Keeping every character intact, repeat the whole listing.

====== The data ======

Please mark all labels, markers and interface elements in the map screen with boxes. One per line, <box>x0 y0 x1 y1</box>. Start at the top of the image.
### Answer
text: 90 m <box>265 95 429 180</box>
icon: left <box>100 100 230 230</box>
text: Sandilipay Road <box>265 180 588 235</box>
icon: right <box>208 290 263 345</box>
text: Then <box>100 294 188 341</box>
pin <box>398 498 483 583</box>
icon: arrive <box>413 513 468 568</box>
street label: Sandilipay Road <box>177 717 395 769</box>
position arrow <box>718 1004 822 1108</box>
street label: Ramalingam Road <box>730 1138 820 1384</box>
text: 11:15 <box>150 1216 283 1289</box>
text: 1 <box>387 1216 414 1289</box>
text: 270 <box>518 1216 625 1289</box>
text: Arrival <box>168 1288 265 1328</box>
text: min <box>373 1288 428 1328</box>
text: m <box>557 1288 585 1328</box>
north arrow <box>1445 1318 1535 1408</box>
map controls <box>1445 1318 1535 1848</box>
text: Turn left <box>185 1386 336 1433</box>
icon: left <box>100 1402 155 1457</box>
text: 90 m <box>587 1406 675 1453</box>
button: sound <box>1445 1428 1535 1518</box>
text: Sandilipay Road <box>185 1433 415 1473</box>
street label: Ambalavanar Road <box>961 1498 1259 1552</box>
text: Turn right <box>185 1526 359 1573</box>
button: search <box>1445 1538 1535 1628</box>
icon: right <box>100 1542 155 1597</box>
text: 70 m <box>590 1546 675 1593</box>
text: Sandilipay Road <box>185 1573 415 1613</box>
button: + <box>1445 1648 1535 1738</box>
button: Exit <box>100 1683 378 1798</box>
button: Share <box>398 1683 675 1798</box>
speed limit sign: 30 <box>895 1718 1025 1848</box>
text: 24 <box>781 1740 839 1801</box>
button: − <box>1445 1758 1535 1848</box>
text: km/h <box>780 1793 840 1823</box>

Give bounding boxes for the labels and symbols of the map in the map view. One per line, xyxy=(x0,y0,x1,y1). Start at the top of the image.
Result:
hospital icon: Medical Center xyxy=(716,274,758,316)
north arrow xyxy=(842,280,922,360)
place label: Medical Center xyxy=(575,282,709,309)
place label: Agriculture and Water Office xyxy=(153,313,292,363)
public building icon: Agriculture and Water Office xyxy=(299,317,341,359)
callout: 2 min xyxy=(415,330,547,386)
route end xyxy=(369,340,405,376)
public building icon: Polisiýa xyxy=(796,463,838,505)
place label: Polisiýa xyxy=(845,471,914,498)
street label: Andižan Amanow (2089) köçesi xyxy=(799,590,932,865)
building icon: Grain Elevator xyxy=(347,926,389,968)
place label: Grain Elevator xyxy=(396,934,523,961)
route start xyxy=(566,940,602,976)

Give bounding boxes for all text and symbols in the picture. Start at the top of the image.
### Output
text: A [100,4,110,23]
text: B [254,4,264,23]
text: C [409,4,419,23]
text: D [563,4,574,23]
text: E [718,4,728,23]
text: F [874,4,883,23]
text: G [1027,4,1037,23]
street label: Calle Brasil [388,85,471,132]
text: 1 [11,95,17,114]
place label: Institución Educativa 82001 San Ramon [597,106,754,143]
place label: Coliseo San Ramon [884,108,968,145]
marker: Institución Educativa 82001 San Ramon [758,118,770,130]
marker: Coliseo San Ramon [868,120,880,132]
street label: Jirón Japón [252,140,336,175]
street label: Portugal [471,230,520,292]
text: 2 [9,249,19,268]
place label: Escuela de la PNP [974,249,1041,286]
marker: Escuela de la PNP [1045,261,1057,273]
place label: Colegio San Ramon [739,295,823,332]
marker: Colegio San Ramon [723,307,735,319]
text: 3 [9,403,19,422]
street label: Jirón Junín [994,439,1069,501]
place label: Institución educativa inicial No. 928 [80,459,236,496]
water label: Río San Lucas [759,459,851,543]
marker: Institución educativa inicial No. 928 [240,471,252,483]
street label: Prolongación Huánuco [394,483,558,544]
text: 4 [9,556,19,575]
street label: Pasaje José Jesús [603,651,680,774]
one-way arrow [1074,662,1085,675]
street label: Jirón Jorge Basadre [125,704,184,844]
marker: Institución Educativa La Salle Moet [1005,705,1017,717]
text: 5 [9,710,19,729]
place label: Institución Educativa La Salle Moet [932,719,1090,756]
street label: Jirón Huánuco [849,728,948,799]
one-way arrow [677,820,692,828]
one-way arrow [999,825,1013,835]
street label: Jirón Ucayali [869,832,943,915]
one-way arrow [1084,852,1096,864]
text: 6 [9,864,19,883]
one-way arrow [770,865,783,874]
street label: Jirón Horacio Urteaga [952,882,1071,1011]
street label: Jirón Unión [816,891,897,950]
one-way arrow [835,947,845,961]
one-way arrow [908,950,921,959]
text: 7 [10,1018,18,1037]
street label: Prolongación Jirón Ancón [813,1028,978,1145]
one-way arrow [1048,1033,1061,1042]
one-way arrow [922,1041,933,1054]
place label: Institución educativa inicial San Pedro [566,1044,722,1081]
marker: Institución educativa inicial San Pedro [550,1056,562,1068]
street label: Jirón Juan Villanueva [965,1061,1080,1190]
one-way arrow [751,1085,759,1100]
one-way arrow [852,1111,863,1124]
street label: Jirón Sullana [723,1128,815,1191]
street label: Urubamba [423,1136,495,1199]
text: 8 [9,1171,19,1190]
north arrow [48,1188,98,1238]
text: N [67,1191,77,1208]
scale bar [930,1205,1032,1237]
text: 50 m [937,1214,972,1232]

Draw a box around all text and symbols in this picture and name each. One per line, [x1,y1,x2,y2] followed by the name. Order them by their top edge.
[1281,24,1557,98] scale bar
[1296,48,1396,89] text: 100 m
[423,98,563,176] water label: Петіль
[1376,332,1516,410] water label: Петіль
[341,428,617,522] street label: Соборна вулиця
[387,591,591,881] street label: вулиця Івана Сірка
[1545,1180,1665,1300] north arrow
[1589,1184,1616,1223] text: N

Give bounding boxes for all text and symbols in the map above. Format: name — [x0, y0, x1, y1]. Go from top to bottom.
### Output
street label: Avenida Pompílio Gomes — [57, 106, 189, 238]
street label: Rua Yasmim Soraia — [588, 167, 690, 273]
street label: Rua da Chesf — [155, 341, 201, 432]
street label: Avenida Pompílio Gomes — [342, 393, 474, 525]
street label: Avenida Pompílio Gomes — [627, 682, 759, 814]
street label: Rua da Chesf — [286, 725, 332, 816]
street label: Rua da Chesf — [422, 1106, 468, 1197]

======

(Written response)
Please mark all labels, markers and interface elements in the map screen with boxes. One per line, <box>x0 y0 x1 y1</box>. Start at the top of the image.
### Answer
text: 90 m <box>265 95 429 180</box>
icon: left <box>100 100 230 230</box>
text: Sandilipay Road <box>265 180 588 235</box>
icon: right <box>208 290 263 345</box>
text: Then <box>100 294 188 341</box>
pin <box>398 498 483 583</box>
icon: arrive <box>413 513 468 568</box>
street label: Sandilipay Road <box>177 717 395 769</box>
position arrow <box>718 1004 822 1108</box>
street label: Ramalingam Road <box>730 1138 820 1384</box>
text: 11:15 <box>150 1216 283 1289</box>
text: 1 <box>387 1216 414 1289</box>
text: 270 <box>518 1216 625 1289</box>
text: Arrival <box>168 1288 265 1328</box>
text: min <box>373 1288 428 1328</box>
text: m <box>557 1288 585 1328</box>
north arrow <box>1445 1318 1535 1408</box>
map controls <box>1445 1318 1535 1848</box>
text: Turn left <box>185 1386 336 1433</box>
icon: left <box>100 1402 155 1457</box>
text: 90 m <box>587 1406 675 1453</box>
button: sound <box>1445 1428 1535 1518</box>
text: Sandilipay Road <box>185 1433 415 1473</box>
street label: Ambalavanar Road <box>961 1498 1259 1552</box>
text: Turn right <box>185 1526 359 1573</box>
button: search <box>1445 1538 1535 1628</box>
icon: right <box>100 1542 155 1597</box>
text: 70 m <box>590 1546 675 1593</box>
text: Sandilipay Road <box>185 1573 415 1613</box>
button: + <box>1445 1648 1535 1738</box>
button: Exit <box>100 1683 378 1798</box>
button: Share <box>398 1683 675 1798</box>
speed limit sign: 30 <box>895 1718 1025 1848</box>
text: 24 <box>781 1740 839 1801</box>
button: − <box>1445 1758 1535 1848</box>
text: km/h <box>780 1793 840 1823</box>

Give bounding boxes for the labels and symbols of the map in the map view. One per line, xyxy=(x0,y0,x1,y1). Start at the top of the image.
Result:
hospital icon: Medical Center xyxy=(716,274,758,316)
north arrow xyxy=(842,280,922,360)
place label: Medical Center xyxy=(575,282,709,309)
place label: Agriculture and Water Office xyxy=(153,313,292,363)
public building icon: Agriculture and Water Office xyxy=(299,317,341,359)
callout: 2 min xyxy=(415,330,547,386)
route end xyxy=(369,340,405,376)
public building icon: Polisiýa xyxy=(796,463,838,505)
place label: Polisiýa xyxy=(845,471,914,498)
street label: Andižan Amanow (2089) köçesi xyxy=(799,590,932,865)
building icon: Grain Elevator xyxy=(347,926,389,968)
place label: Grain Elevator xyxy=(396,934,523,961)
route start xyxy=(566,940,602,976)

Give bounding boxes for all text and symbols in the picture. Start at the top of the image.
### Output
text: A [100,4,110,23]
text: B [254,4,264,23]
text: C [409,4,419,23]
text: D [563,4,574,23]
text: E [718,4,728,23]
text: F [874,4,883,23]
text: G [1027,4,1037,23]
street label: Calle Brasil [388,85,471,132]
text: 1 [11,95,17,114]
place label: Institución Educativa 82001 San Ramon [597,106,754,143]
place label: Coliseo San Ramon [884,108,968,145]
marker: Institución Educativa 82001 San Ramon [758,118,770,130]
marker: Coliseo San Ramon [868,120,880,132]
street label: Jirón Japón [252,140,336,175]
street label: Portugal [471,230,520,292]
text: 2 [9,249,19,268]
place label: Escuela de la PNP [974,249,1041,286]
marker: Escuela de la PNP [1045,261,1057,273]
place label: Colegio San Ramon [739,295,823,332]
marker: Colegio San Ramon [723,307,735,319]
text: 3 [9,403,19,422]
street label: Jirón Junín [994,439,1069,501]
place label: Institución educativa inicial No. 928 [80,459,236,496]
water label: Río San Lucas [759,459,851,543]
marker: Institución educativa inicial No. 928 [240,471,252,483]
street label: Prolongación Huánuco [394,483,558,544]
text: 4 [9,556,19,575]
street label: Pasaje José Jesús [603,651,680,774]
one-way arrow [1074,662,1085,675]
street label: Jirón Jorge Basadre [125,704,184,844]
marker: Institución Educativa La Salle Moet [1005,705,1017,717]
text: 5 [9,710,19,729]
place label: Institución Educativa La Salle Moet [932,719,1090,756]
street label: Jirón Huánuco [849,728,948,799]
one-way arrow [677,820,692,828]
one-way arrow [999,825,1013,835]
street label: Jirón Ucayali [869,832,943,915]
one-way arrow [1084,852,1096,864]
text: 6 [9,864,19,883]
one-way arrow [770,865,783,874]
street label: Jirón Horacio Urteaga [952,882,1071,1011]
street label: Jirón Unión [816,891,897,950]
one-way arrow [835,947,845,961]
one-way arrow [908,950,921,959]
text: 7 [10,1018,18,1037]
street label: Prolongación Jirón Ancón [813,1028,978,1145]
one-way arrow [1048,1033,1061,1042]
one-way arrow [922,1041,933,1054]
place label: Institución educativa inicial San Pedro [566,1044,722,1081]
marker: Institución educativa inicial San Pedro [550,1056,562,1068]
street label: Jirón Juan Villanueva [965,1061,1080,1190]
one-way arrow [751,1085,759,1100]
one-way arrow [852,1111,863,1124]
street label: Jirón Sullana [723,1128,815,1191]
street label: Urubamba [423,1136,495,1199]
text: 8 [9,1171,19,1190]
north arrow [48,1188,98,1238]
text: N [67,1191,77,1208]
scale bar [930,1205,1032,1237]
text: 50 m [937,1214,972,1232]

Draw a box around all text and symbols in this picture and name each. One per line, [x1,y1,x2,y2] followed by the name. Order them by their top edge.
[1281,24,1557,98] scale bar
[1296,48,1396,89] text: 100 m
[423,98,563,176] water label: Петіль
[1376,332,1516,410] water label: Петіль
[341,428,617,522] street label: Соборна вулиця
[387,591,591,881] street label: вулиця Івана Сірка
[1545,1180,1665,1300] north arrow
[1589,1184,1616,1223] text: N

Give bounding boxes for all text and symbols in the map above. Format: name — [x0, y0, x1, y1]. Go from top to bottom.
### Output
street label: Avenida Pompílio Gomes — [57, 106, 189, 238]
street label: Rua Yasmim Soraia — [588, 167, 690, 273]
street label: Rua da Chesf — [155, 341, 201, 432]
street label: Avenida Pompílio Gomes — [342, 393, 474, 525]
street label: Avenida Pompílio Gomes — [627, 682, 759, 814]
street label: Rua da Chesf — [286, 725, 332, 816]
street label: Rua da Chesf — [422, 1106, 468, 1197]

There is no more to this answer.